> **Task**:
Repeat the listing exactly, line by line.
:::
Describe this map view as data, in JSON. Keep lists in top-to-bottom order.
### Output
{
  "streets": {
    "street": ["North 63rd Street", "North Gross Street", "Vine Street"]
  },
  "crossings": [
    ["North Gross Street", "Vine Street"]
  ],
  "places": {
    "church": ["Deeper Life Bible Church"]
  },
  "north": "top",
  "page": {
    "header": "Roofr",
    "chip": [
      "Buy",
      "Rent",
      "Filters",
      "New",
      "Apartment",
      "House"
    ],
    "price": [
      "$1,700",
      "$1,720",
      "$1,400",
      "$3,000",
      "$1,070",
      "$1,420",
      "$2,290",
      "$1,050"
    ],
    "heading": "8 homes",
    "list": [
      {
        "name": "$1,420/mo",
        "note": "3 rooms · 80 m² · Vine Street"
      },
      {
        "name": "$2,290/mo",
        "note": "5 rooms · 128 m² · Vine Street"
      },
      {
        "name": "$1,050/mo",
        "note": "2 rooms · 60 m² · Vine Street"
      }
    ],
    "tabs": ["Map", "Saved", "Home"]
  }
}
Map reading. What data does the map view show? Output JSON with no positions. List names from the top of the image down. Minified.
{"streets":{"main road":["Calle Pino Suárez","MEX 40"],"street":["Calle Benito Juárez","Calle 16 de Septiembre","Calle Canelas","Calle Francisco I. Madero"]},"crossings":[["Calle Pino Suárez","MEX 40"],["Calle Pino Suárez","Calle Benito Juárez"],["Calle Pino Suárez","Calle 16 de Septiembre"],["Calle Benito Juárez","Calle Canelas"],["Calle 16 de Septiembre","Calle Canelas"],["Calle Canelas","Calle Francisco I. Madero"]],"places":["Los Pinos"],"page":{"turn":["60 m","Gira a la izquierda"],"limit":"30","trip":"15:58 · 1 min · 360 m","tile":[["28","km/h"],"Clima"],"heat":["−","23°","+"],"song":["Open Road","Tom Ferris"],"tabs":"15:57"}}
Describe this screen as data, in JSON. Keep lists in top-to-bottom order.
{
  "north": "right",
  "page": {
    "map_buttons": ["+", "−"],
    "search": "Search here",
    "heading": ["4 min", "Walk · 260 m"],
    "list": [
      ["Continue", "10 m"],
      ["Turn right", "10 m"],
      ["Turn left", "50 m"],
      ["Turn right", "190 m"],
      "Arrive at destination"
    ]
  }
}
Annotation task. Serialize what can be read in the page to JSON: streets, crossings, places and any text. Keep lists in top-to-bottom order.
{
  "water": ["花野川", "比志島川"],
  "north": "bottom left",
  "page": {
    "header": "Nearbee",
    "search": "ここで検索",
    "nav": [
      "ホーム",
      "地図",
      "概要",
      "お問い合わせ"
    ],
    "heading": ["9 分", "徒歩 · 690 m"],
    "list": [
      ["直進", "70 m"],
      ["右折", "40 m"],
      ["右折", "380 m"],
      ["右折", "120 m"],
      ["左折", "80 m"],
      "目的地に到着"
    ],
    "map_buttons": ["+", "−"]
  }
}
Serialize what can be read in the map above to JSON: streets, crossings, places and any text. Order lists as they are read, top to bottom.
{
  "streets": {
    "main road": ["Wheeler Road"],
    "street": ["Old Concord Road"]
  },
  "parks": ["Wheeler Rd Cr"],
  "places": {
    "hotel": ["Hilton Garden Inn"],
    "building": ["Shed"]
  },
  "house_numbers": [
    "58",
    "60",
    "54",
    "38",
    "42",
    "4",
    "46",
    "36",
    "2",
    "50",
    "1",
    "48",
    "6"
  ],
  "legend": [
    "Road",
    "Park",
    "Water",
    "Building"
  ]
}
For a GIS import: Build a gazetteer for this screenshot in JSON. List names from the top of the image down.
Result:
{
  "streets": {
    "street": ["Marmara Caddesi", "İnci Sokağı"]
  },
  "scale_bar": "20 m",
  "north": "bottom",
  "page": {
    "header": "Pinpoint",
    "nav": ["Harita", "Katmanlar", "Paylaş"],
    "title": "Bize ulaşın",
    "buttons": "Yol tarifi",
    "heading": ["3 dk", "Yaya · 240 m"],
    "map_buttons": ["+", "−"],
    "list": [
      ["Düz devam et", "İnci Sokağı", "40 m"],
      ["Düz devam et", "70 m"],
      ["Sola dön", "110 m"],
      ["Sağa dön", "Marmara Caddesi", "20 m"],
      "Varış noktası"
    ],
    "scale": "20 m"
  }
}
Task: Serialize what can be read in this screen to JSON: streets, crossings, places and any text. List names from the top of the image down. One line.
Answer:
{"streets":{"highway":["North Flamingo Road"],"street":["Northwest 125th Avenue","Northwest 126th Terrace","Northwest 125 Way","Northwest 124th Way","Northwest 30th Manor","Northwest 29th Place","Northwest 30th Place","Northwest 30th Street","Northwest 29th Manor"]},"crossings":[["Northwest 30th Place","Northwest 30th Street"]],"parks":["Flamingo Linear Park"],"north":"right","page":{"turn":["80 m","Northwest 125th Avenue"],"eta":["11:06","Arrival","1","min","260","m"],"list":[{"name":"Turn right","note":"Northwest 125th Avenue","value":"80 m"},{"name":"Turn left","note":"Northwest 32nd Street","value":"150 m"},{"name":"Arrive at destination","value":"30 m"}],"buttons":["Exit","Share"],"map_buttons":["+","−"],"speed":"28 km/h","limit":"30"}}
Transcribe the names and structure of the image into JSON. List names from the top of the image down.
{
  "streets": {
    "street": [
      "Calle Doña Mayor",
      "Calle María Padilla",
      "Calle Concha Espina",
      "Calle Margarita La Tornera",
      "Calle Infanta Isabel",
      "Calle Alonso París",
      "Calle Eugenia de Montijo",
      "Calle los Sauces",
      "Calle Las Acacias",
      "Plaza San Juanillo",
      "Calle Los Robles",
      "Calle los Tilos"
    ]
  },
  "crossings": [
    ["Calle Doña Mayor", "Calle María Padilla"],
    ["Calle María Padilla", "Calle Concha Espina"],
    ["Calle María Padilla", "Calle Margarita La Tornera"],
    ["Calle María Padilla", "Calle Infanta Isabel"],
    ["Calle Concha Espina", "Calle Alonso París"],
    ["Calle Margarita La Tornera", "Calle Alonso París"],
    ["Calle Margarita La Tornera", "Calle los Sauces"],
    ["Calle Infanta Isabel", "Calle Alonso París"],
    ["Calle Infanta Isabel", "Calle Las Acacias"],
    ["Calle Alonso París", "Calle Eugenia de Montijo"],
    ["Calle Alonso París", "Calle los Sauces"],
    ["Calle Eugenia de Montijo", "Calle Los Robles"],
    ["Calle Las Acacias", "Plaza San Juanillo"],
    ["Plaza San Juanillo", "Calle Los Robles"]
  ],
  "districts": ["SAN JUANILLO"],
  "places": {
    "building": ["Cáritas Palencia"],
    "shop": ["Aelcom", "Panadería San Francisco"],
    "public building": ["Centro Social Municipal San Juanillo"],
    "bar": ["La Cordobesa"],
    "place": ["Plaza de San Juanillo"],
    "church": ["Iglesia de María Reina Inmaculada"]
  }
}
:::
> **Answer space**:
Describe this map view as data, in JSON. Keep lists in top-to-bottom order.
### Output
{
  "streets": {
    "street": ["North 63rd Street", "North Gross Street", "Vine Street"]
  },
  "crossings": [
    ["North Gross Street", "Vine Street"]
  ],
  "places": {
    "church": ["Deeper Life Bible Church"]
  },
  "north": "top",
  "page": {
    "header": "Roofr",
    "chip": [
      "Buy",
      "Rent",
      "Filters",
      "New",
      "Apartment",
      "House"
    ],
    "price": [
      "$1,700",
      "$1,720",
      "$1,400",
      "$3,000",
      "$1,070",
      "$1,420",
      "$2,290",
      "$1,050"
    ],
    "heading": "8 homes",
    "list": [
      {
        "name": "$1,420/mo",
        "note": "3 rooms · 80 m² · Vine Street"
      },
      {
        "name": "$2,290/mo",
        "note": "5 rooms · 128 m² · Vine Street"
      },
      {
        "name": "$1,050/mo",
        "note": "2 rooms · 60 m² · Vine Street"
      }
    ],
    "tabs": ["Map", "Saved", "Home"]
  }
}
Map reading. What data does the map view show? Output JSON with no positions. List names from the top of the image down. Minified.
{"streets":{"main road":["Calle Pino Suárez","MEX 40"],"street":["Calle Benito Juárez","Calle 16 de Septiembre","Calle Canelas","Calle Francisco I. Madero"]},"crossings":[["Calle Pino Suárez","MEX 40"],["Calle Pino Suárez","Calle Benito Juárez"],["Calle Pino Suárez","Calle 16 de Septiembre"],["Calle Benito Juárez","Calle Canelas"],["Calle 16 de Septiembre","Calle Canelas"],["Calle Canelas","Calle Francisco I. Madero"]],"places":["Los Pinos"],"page":{"turn":["60 m","Gira a la izquierda"],"limit":"30","trip":"15:58 · 1 min · 360 m","tile":[["28","km/h"],"Clima"],"heat":["−","23°","+"],"song":["Open Road","Tom Ferris"],"tabs":"15:57"}}
Describe this screen as data, in JSON. Keep lists in top-to-bottom order.
{
  "north": "right",
  "page": {
    "map_buttons": ["+", "−"],
    "search": "Search here",
    "heading": ["4 min", "Walk · 260 m"],
    "list": [
      ["Continue", "10 m"],
      ["Turn right", "10 m"],
      ["Turn left", "50 m"],
      ["Turn right", "190 m"],
      "Arrive at destination"
    ]
  }
}
Annotation task. Serialize what can be read in the page to JSON: streets, crossings, places and any text. Keep lists in top-to-bottom order.
{
  "water": ["花野川", "比志島川"],
  "north": "bottom left",
  "page": {
    "header": "Nearbee",
    "search": "ここで検索",
    "nav": [
      "ホーム",
      "地図",
      "概要",
      "お問い合わせ"
    ],
    "heading": ["9 分", "徒歩 · 690 m"],
    "list": [
      ["直進", "70 m"],
      ["右折", "40 m"],
      ["右折", "380 m"],
      ["右折", "120 m"],
      ["左折", "80 m"],
      "目的地に到着"
    ],
    "map_buttons": ["+", "−"]
  }
}
Serialize what can be read in the map above to JSON: streets, crossings, places and any text. Order lists as they are read, top to bottom.
{
  "streets": {
    "main road": ["Wheeler Road"],
    "street": ["Old Concord Road"]
  },
  "parks": ["Wheeler Rd Cr"],
  "places": {
    "hotel": ["Hilton Garden Inn"],
    "building": ["Shed"]
  },
  "house_numbers": [
    "58",
    "60",
    "54",
    "38",
    "42",
    "4",
    "46",
    "36",
    "2",
    "50",
    "1",
    "48",
    "6"
  ],
  "legend": [
    "Road",
    "Park",
    "Water",
    "Building"
  ]
}
For a GIS import: Build a gazetteer for this screenshot in JSON. List names from the top of the image down.
Result:
{
  "streets": {
    "street": ["Marmara Caddesi", "İnci Sokağı"]
  },
  "scale_bar": "20 m",
  "north": "bottom",
  "page": {
    "header": "Pinpoint",
    "nav": ["Harita", "Katmanlar", "Paylaş"],
    "title": "Bize ulaşın",
    "buttons": "Yol tarifi",
    "heading": ["3 dk", "Yaya · 240 m"],
    "map_buttons": ["+", "−"],
    "list": [
      ["Düz devam et", "İnci Sokağı", "40 m"],
      ["Düz devam et", "70 m"],
      ["Sola dön", "110 m"],
      ["Sağa dön", "Marmara Caddesi", "20 m"],
      "Varış noktası"
    ],
    "scale": "20 m"
  }
}
Task: Serialize what can be read in this screen to JSON: streets, crossings, places and any text. List names from the top of the image down. One line.
Answer:
{"streets":{"highway":["North Flamingo Road"],"street":["Northwest 125th Avenue","Northwest 126th Terrace","Northwest 125 Way","Northwest 124th Way","Northwest 30th Manor","Northwest 29th Place","Northwest 30th Place","Northwest 30th Street","Northwest 29th Manor"]},"crossings":[["Northwest 30th Place","Northwest 30th Street"]],"parks":["Flamingo Linear Park"],"north":"right","page":{"turn":["80 m","Northwest 125th Avenue"],"eta":["11:06","Arrival","1","min","260","m"],"list":[{"name":"Turn right","note":"Northwest 125th Avenue","value":"80 m"},{"name":"Turn left","note":"Northwest 32nd Street","value":"150 m"},{"name":"Arrive at destination","value":"30 m"}],"buttons":["Exit","Share"],"map_buttons":["+","−"],"speed":"28 km/h","limit":"30"}}
Transcribe the names and structure of the image into JSON. List names from the top of the image down.
{
  "streets": {
    "street": [
      "Calle Doña Mayor",
      "Calle María Padilla",
      "Calle Concha Espina",
      "Calle Margarita La Tornera",
      "Calle Infanta Isabel",
      "Calle Alonso París",
      "Calle Eugenia de Montijo",
      "Calle los Sauces",
      "Calle Las Acacias",
      "Plaza San Juanillo",
      "Calle Los Robles",
      "Calle los Tilos"
    ]
  },
  "crossings": [
    ["Calle Doña Mayor", "Calle María Padilla"],
    ["Calle María Padilla", "Calle Concha Espina"],
    ["Calle María Padilla", "Calle Margarita La Tornera"],
    ["Calle María Padilla", "Calle Infanta Isabel"],
    ["Calle Concha Espina", "Calle Alonso París"],
    ["Calle Margarita La Tornera", "Calle Alonso París"],
    ["Calle Margarita La Tornera", "Calle los Sauces"],
    ["Calle Infanta Isabel", "Calle Alonso París"],
    ["Calle Infanta Isabel", "Calle Las Acacias"],
    ["Calle Alonso París", "Calle Eugenia de Montijo"],
    ["Calle Alonso París", "Calle los Sauces"],
    ["Calle Eugenia de Montijo", "Calle Los Robles"],
    ["Calle Las Acacias", "Plaza San Juanillo"],
    ["Plaza San Juanillo", "Calle Los Robles"]
  ],
  "districts": ["SAN JUANILLO"],
  "places": {
    "building": ["Cáritas Palencia"],
    "shop": ["Aelcom", "Panadería San Francisco"],
    "public building": ["Centro Social Municipal San Juanillo"],
    "bar": ["La Cordobesa"],
    "place": ["Plaza de San Juanillo"],
    "church": ["Iglesia de María Reina Inmaculada"]
  }
}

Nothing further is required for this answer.